**What is needed**
Whenever a line below mentions the word "JSON", that line should be copied.
*** Records for the exercise Section Begins ***
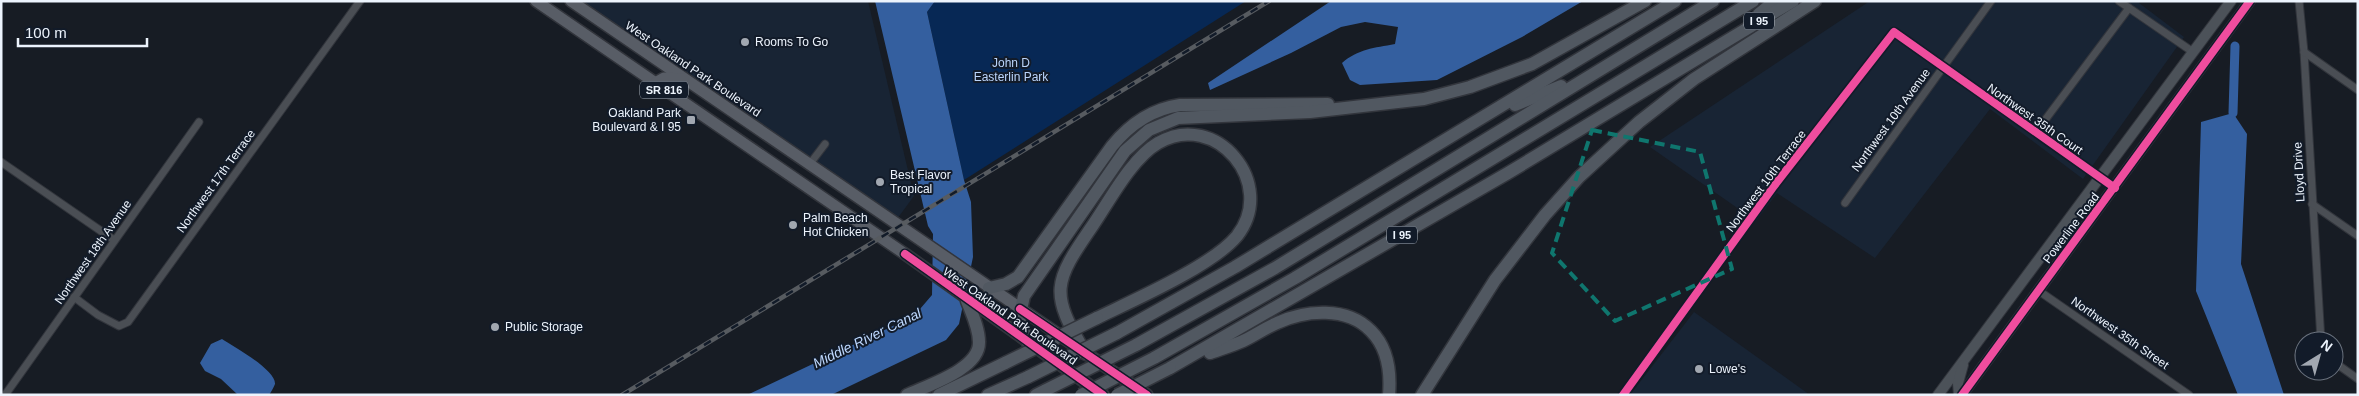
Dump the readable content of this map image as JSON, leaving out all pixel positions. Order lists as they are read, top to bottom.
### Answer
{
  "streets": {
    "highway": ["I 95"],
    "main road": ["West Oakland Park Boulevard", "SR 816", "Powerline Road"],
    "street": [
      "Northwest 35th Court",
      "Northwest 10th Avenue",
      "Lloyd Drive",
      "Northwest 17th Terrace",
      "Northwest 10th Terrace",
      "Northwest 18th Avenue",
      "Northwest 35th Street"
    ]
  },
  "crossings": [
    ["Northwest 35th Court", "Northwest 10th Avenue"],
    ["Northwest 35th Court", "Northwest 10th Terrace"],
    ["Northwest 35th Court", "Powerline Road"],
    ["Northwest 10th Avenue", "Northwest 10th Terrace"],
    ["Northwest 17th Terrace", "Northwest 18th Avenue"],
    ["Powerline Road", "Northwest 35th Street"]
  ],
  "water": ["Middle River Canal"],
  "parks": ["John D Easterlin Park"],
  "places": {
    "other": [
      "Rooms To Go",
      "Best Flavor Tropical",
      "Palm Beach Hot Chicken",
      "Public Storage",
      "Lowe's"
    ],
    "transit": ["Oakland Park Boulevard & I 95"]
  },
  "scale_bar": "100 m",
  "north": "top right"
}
*** Records for the exercise Section Ends ***
*** Records for the exercise Section Begins ***
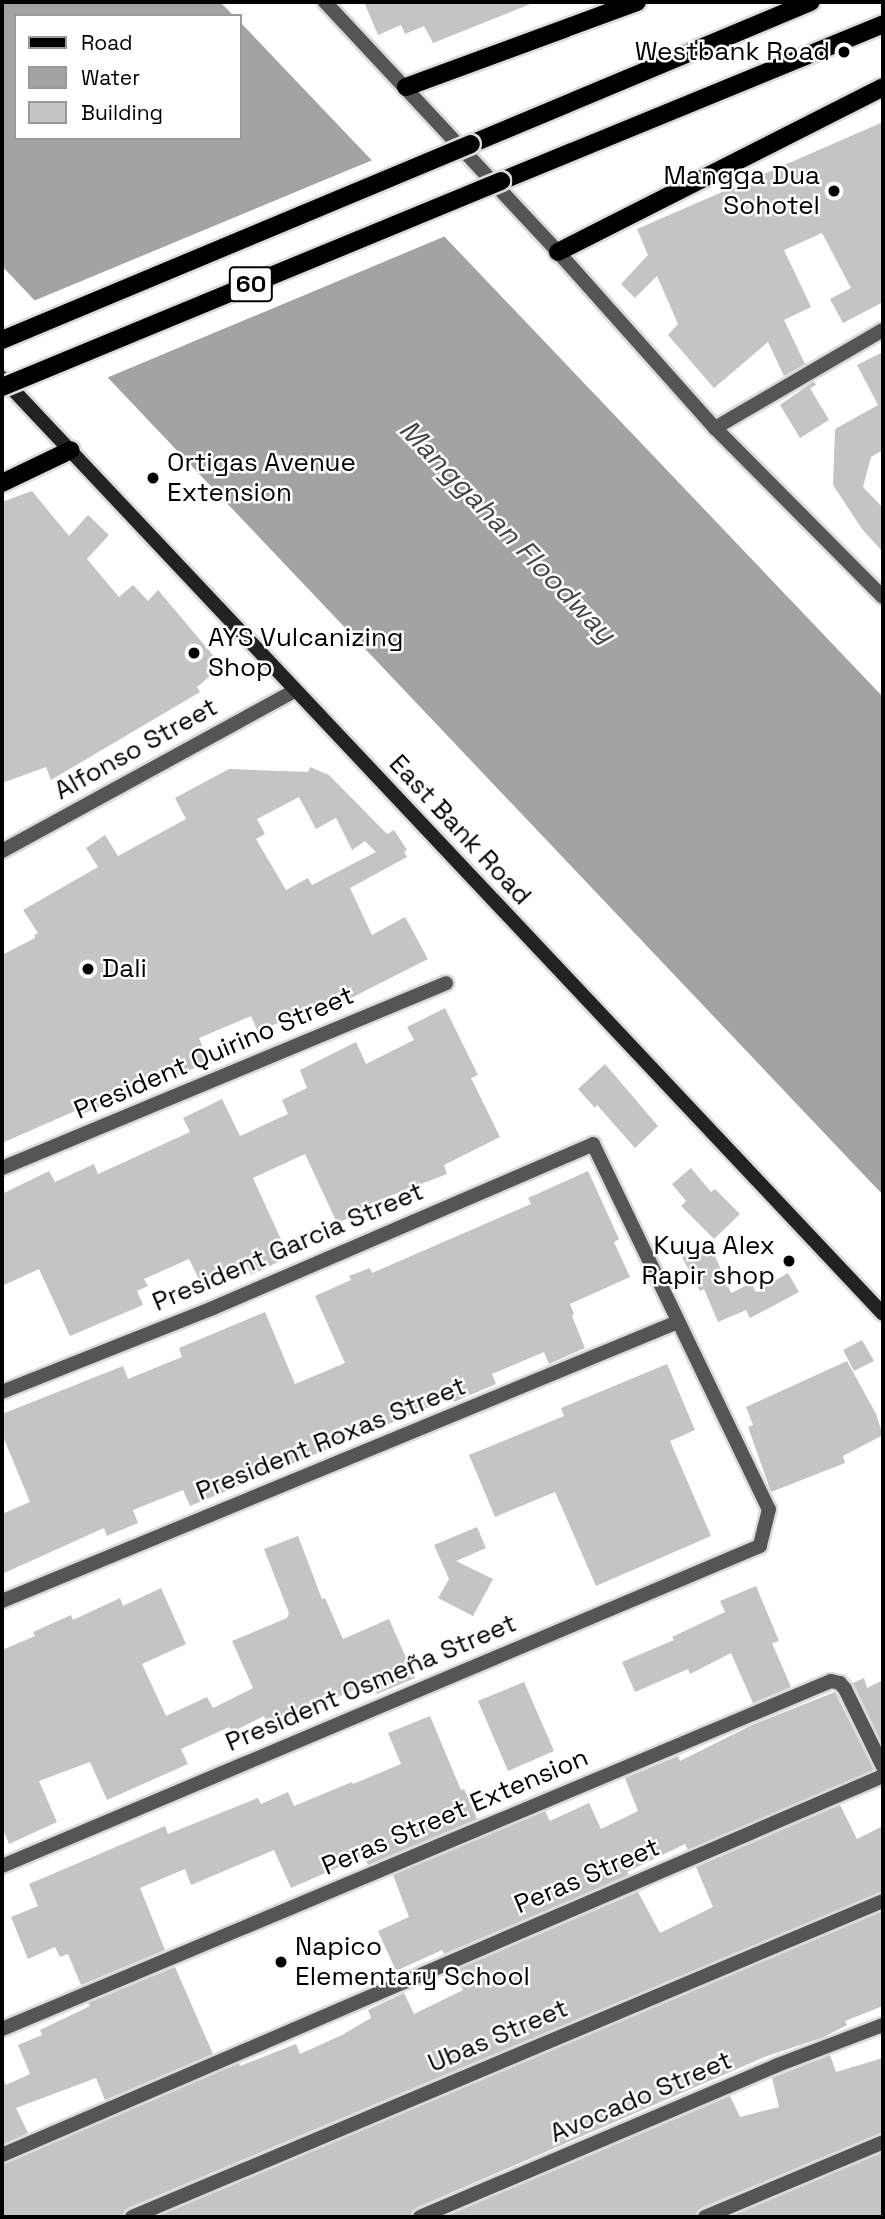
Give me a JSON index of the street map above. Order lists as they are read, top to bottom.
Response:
*** Records for the exercise Section Ends ***
**Response box**
Dump the readable content of this map image as JSON, leaving out all pixel positions. Order lists as they are read, top to bottom.
Give me a JSON index of the street map above. Order lists as they are read, top to bottom.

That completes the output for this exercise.